[WHAT NEEDS TO BE DONE]: Everything in the records is to be written out exactly, except the pictures.

[LISTED RECORDS]:
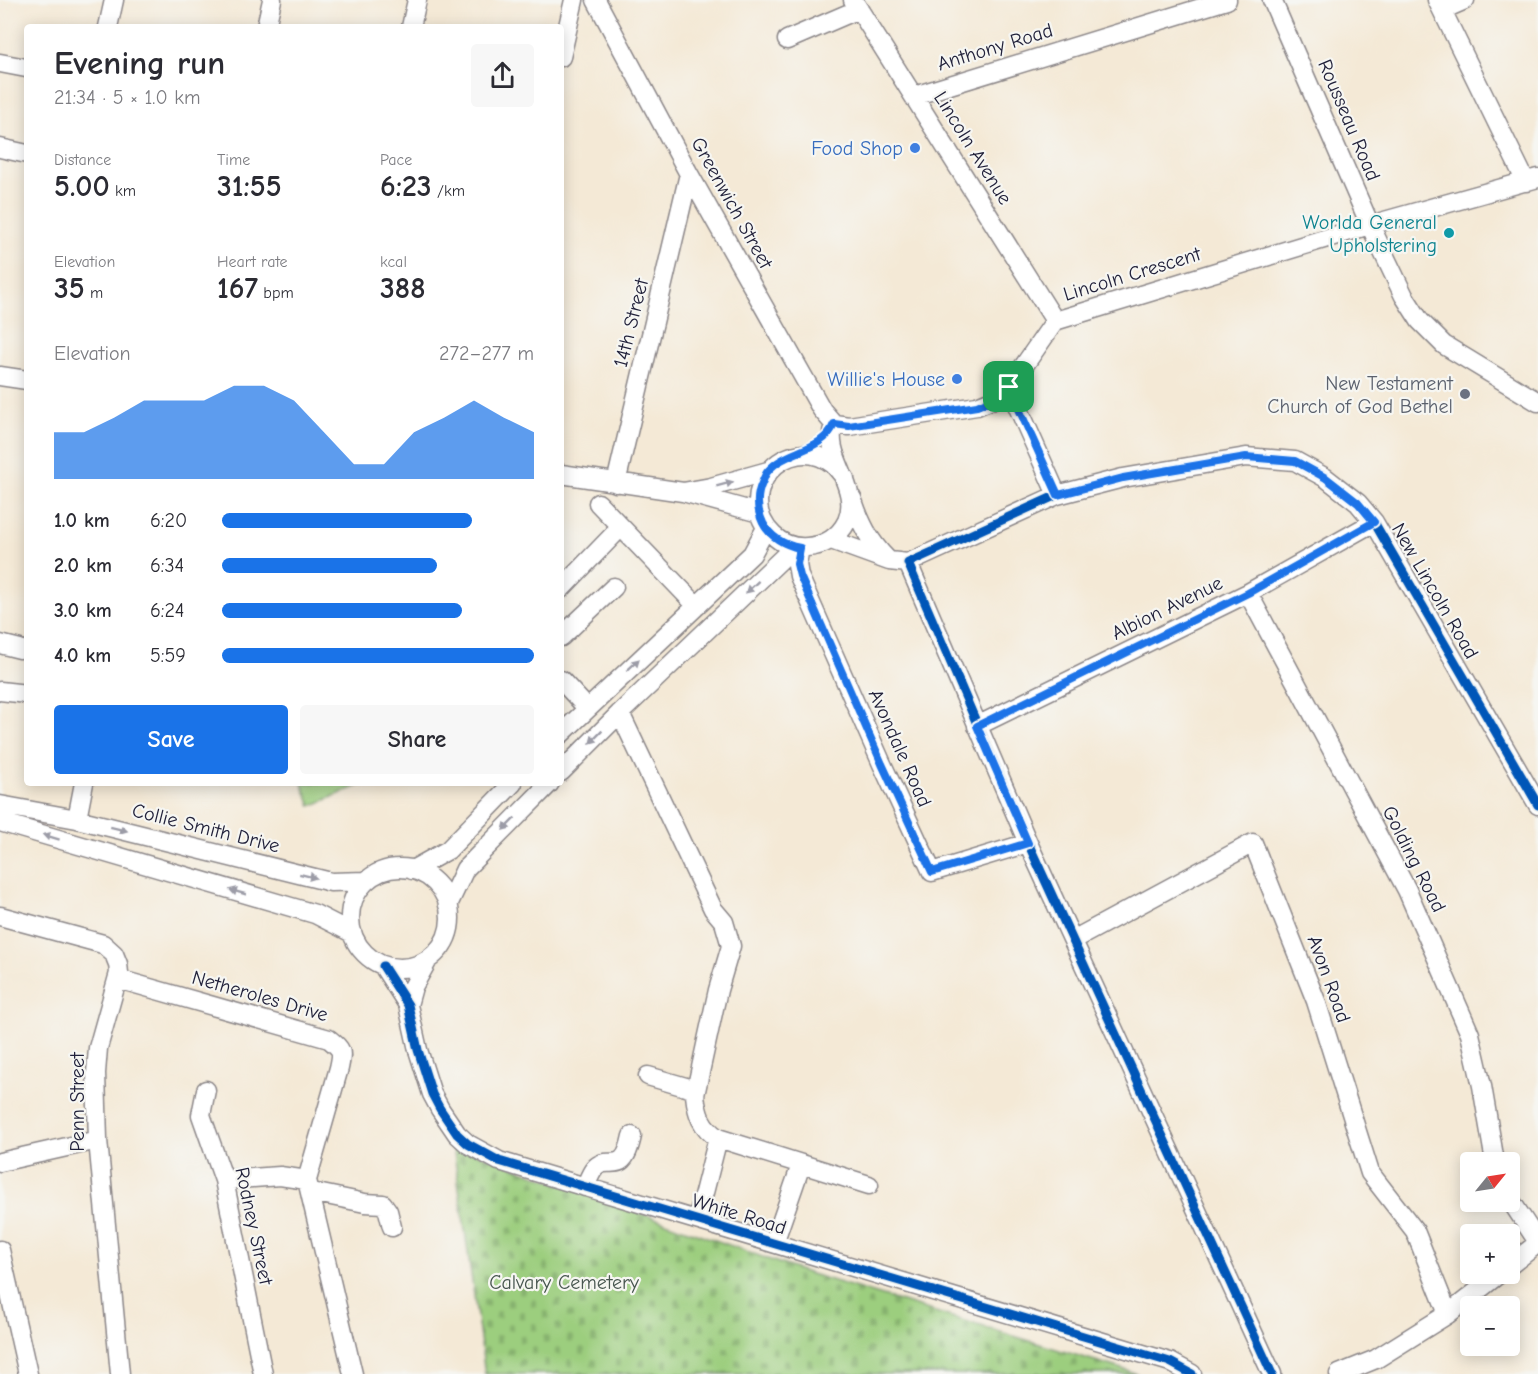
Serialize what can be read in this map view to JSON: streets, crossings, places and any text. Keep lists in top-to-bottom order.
{
  "streets": {
    "street": [
      "Anthony Road",
      "Rousseau Road",
      "Lincoln Avenue",
      "Greenwich Street",
      "Lincoln Crescent",
      "14th Street",
      "New Lincoln Road",
      "Albion Avenue",
      "Avondale Road",
      "Collie Smith Drive",
      "Golding Road",
      "Avon Road",
      "Netheroles Drive",
      "Penn Street",
      "White Road",
      "Rodney Street"
    ]
  },
  "crossings": [
    ["Anthony Road", "Lincoln Avenue"],
    ["Rousseau Road", "Lincoln Crescent"],
    ["Lincoln Avenue", "Lincoln Crescent"],
    ["Greenwich Street", "Lincoln Crescent"],
    ["Greenwich Street", "14th Street"],
    ["New Lincoln Road", "Albion Avenue"],
    ["Albion Avenue", "Golding Road"],
    ["Collie Smith Drive", "White Road"],
    ["Netheroles Drive", "Penn Street"]
  ],
  "parks": ["Calvary Cemetery"],
  "places": [
    "Food Shop",
    "Worlda General Upholstering",
    "Willie's House",
    "New Testament Church of God Bethel"
  ],
  "north": "top right",
  "page": {
    "heading": ["Evening run", "21:34 · 5 × 1.0 km"],
    "stats": [
      ["Distance", "5.00 km"],
      ["Time", "31:55"],
      ["Pace", "6:23 /km"],
      ["Elevation", "35 m"],
      ["Heart rate", "167 bpm"],
      ["kcal", "388"]
    ],
    "chart": ["Elevation", "272–277 m"],
    "list": [
      {
        "name": "1.0 km",
        "note": "6:20"
      },
      {
        "name": "2.0 km",
        "note": "6:34"
      },
      {
        "name": "3.0 km",
        "note": "6:24"
      },
      {
        "name": "4.0 km",
        "note": "5:59"
      }
    ],
    "buttons": ["Save", "Share"],
    "map_buttons": ["+", "−"]
  }
}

[OUTPUT OF THE TASK]:
Serialize what can be read in this map view to JSON: streets, crossings, places and any text. Keep lists in top-to-bottom order.
{
  "streets": {
    "street": [
      "Anthony Road",
      "Rousseau Road",
      "Lincoln Avenue",
      "Greenwich Street",
      "Lincoln Crescent",
      "14th Street",
      "New Lincoln Road",
      "Albion Avenue",
      "Avondale Road",
      "Collie Smith Drive",
      "Golding Road",
      "Avon Road",
      "Netheroles Drive",
      "Penn Street",
      "White Road",
      "Rodney Street"
    ]
  },
  "crossings": [
    ["Anthony Road", "Lincoln Avenue"],
    ["Rousseau Road", "Lincoln Crescent"],
    ["Lincoln Avenue", "Lincoln Crescent"],
    ["Greenwich Street", "Lincoln Crescent"],
    ["Greenwich Street", "14th Street"],
    ["New Lincoln Road", "Albion Avenue"],
    ["Albion Avenue", "Golding Road"],
    ["Collie Smith Drive", "White Road"],
    ["Netheroles Drive", "Penn Street"]
  ],
  "parks": ["Calvary Cemetery"],
  "places": [
    "Food Shop",
    "Worlda General Upholstering",
    "Willie's House",
    "New Testament Church of God Bethel"
  ],
  "north": "top right",
  "page": {
    "heading": ["Evening run", "21:34 · 5 × 1.0 km"],
    "stats": [
      ["Distance", "5.00 km"],
      ["Time", "31:55"],
      ["Pace", "6:23 /km"],
      ["Elevation", "35 m"],
      ["Heart rate", "167 bpm"],
      ["kcal", "388"]
    ],
    "chart": ["Elevation", "272–277 m"],
    "list": [
      {
        "name": "1.0 km",
        "note": "6:20"
      },
      {
        "name": "2.0 km",
        "note": "6:34"
      },
      {
        "name": "3.0 km",
        "note": "6:24"
      },
      {
        "name": "4.0 km",
        "note": "5:59"
      }
    ],
    "buttons": ["Save", "Share"],
    "map_buttons": ["+", "−"]
  }
}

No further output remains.